If that doesn’t work, take a look at this arsenal of tips and tricks that have all done wonders for your industry peers as well:
- State that the information is confidential and stick to that argument no matter what
- Promise that you will give them the information at a later moment
- Fail to deliver the information in the end anyway
- Only accept tests that take a long time to perform and claim that they’re the only reliable ones
- Ask for an extension of testing deadline due to unforeseen circumstances – anything can happen, make something up!
- Complain to the EU Ombudsman (there’s always something to complain about)
- Appeal and claim wrongdoings in ECHA’s processes
- Only update dossier when the process has already started
- If all else fails, don’t respond
Step 6: Withdraw your registration and vanish into thin air
If the national authorities finally decide to enforce REACH – in spite of all your efforts to avoid that from happening – you have hopefully already had your chemical on the EU market for many years. You put up a good fight. Now, it’s time to cut your losses and withdraw your registration.
Luckily for you, since there is no longer any registration to enforce and your mailbox company has disappeared into thin air, all enforcement activities from the authorities will fall short. Better luck next time, authorities!

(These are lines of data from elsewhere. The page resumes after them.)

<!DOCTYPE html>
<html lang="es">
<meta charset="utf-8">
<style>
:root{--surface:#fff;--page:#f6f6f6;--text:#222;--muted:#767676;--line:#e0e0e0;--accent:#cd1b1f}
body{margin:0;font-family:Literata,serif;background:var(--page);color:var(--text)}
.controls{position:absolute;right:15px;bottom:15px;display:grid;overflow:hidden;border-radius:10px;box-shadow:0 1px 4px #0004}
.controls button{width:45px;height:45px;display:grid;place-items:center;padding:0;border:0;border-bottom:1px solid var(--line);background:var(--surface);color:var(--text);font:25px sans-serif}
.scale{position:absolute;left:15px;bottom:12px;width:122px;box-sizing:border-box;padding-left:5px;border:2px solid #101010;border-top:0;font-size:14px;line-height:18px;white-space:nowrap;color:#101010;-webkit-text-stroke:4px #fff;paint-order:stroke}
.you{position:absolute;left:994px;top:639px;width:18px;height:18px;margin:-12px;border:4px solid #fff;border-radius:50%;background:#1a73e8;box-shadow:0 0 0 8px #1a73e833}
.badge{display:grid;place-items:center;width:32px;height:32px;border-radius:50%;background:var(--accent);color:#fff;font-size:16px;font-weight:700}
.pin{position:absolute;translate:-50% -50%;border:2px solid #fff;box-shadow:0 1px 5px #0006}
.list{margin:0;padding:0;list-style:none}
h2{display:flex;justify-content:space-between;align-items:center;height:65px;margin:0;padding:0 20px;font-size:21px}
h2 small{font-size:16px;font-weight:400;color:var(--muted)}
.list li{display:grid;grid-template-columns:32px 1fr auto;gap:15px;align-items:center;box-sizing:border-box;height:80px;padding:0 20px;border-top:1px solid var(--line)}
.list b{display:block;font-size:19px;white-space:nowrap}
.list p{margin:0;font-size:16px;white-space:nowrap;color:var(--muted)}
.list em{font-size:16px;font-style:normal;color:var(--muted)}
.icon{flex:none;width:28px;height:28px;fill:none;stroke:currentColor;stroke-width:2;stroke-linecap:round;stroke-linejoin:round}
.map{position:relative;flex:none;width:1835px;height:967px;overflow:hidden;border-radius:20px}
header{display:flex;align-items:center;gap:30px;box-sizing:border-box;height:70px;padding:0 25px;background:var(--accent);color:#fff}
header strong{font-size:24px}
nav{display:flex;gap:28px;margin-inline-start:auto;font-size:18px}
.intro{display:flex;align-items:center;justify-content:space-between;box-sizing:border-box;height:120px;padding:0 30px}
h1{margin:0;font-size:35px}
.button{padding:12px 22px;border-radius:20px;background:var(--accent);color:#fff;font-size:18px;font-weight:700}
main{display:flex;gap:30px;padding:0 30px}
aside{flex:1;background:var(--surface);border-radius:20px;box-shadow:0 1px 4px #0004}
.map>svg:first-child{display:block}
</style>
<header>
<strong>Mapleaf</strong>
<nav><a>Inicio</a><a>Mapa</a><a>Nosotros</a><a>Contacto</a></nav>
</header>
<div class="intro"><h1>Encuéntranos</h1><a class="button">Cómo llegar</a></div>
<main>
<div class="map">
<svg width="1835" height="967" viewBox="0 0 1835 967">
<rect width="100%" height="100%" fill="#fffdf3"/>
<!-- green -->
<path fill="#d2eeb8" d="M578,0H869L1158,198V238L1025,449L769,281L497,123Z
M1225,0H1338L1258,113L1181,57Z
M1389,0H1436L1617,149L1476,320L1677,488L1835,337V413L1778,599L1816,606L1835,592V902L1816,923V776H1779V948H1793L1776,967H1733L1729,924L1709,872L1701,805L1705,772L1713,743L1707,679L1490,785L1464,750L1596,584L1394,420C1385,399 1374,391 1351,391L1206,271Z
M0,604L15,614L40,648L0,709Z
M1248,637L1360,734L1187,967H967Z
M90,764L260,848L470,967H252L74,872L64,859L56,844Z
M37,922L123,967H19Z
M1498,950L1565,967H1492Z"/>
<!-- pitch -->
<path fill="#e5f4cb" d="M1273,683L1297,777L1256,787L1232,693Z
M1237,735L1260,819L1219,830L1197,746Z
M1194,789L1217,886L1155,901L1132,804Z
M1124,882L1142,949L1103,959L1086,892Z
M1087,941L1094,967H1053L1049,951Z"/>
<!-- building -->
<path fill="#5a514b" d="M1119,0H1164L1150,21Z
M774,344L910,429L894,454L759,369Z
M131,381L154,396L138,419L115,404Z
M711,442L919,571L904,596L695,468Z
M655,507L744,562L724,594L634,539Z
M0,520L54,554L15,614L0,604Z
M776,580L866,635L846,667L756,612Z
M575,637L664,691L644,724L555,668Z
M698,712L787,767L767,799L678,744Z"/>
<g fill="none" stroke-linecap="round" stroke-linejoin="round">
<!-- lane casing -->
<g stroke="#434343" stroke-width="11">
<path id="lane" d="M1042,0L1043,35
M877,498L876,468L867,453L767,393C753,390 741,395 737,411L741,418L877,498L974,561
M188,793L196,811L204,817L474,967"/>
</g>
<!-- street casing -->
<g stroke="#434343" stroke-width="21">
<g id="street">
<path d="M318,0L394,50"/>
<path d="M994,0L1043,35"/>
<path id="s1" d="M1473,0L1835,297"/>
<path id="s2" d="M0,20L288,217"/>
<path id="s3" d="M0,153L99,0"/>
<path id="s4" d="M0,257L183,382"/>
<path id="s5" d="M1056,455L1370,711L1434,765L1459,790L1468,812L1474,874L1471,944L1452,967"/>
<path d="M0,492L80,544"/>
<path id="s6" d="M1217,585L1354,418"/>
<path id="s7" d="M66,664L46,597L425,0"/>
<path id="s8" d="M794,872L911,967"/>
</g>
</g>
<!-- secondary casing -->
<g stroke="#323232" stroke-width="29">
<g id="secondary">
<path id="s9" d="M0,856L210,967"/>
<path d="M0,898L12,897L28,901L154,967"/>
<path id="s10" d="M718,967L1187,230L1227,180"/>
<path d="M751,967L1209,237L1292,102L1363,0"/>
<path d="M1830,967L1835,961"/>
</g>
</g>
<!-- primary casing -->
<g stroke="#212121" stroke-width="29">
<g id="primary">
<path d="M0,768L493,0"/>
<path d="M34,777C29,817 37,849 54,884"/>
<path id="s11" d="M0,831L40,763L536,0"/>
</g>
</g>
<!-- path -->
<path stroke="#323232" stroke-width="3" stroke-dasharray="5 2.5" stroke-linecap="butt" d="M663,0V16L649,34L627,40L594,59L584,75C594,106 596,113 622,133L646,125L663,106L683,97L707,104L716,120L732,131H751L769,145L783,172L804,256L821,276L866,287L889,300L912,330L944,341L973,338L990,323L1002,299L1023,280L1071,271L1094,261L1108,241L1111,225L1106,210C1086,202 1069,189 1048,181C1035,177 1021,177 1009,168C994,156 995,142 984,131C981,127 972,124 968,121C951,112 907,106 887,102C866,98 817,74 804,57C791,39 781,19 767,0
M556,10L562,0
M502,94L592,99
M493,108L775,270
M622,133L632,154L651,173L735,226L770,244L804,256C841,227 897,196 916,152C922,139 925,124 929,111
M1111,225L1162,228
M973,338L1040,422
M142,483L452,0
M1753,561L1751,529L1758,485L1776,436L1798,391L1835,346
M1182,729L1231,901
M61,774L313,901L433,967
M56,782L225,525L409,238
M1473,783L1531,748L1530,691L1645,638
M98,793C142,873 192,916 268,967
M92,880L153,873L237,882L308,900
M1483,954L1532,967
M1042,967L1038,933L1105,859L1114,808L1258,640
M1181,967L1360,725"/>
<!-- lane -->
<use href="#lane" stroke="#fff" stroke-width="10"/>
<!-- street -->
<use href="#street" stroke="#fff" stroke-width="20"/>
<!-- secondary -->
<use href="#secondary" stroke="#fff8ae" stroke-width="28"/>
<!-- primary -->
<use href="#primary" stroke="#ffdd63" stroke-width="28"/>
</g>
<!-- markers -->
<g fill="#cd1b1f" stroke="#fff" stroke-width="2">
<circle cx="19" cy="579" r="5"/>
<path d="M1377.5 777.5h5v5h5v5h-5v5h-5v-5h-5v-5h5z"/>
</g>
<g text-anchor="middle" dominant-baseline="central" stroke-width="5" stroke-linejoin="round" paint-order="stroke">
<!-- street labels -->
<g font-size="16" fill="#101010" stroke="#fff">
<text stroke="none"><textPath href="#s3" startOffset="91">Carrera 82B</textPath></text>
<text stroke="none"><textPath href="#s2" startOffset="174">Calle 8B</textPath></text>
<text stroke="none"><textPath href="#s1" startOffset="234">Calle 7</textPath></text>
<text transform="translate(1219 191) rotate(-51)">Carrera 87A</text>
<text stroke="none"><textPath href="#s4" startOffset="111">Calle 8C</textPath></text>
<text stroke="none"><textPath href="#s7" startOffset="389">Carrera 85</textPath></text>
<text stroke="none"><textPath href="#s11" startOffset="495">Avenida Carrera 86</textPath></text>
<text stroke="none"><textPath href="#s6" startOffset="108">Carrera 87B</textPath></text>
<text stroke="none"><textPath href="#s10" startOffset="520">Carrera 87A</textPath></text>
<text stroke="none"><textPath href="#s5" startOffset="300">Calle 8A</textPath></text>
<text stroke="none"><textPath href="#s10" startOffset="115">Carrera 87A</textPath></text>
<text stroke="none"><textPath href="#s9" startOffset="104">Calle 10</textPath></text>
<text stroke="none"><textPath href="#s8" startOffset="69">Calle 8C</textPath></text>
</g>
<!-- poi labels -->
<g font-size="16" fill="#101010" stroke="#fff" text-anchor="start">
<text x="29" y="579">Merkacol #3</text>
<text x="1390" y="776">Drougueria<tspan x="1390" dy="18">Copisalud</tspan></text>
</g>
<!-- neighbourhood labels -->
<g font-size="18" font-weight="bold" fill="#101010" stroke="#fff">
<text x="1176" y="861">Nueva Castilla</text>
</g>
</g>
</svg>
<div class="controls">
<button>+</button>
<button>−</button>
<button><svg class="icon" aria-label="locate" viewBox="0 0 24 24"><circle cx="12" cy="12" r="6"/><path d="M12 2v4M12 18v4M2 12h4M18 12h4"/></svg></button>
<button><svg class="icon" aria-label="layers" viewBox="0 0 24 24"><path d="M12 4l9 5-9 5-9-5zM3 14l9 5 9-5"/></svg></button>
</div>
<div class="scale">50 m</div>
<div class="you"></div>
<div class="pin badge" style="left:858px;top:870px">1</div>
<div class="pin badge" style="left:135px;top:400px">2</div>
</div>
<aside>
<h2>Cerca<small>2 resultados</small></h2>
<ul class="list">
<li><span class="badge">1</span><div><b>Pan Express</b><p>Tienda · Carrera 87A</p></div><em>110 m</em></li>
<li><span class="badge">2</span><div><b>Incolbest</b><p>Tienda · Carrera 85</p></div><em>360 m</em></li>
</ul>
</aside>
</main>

Step 7: Start all over again
Okay, so your chemical is finally locked out from the EU market and you’re wondering what to do now. “Do I need to switch to a safer chemical?” Don’t be silly, you can just start all over again.
It’s a piece of cake. Just pick a similar substance identity and a new CAS number, then you’re good to go again. And, you don’t have to start a new shell company. Just change the name and you can use the same one over and over again. Selling toxic chemicals in the EU has never been this easy.
But, it obviously shouldn’t be this way
This text is for all intents and purposes satirical. The aim of the text is to shed a light on the dubious practices of laggard companies that are unwilling to change to safer chemicals. ChemSec does, by no means, encourage companies to follow the steps presented in this guide. Instead, stricter measures are needed to deal with the situation. Here’s what should be done:
No data no market
The biggest problem is that a thorough control of registration dossiers happens only after a registration number has been issued. To solve this, the completeness check must be considerably more profound and include an actual analysis of the data. The fact that ECHA is currently not allowed to do this by REACH needs to change.
Pick up the pace
With the knowledge that dossiers with no – or very little – actual data are on the market, the dossier evaluation must pick up the pace considerably. Furthermore, intentional delay, confusion and obstruction from industry must never be rewarded with longer evaluation times.
The first and foremost “punishment” for any company selling chemicals on the EU market should be the revocation of their registration number. If no data is provided or if the company obstructs the evaluation process, they shouldn’t be allowed to sell the chemical until sufficient data has been submitted.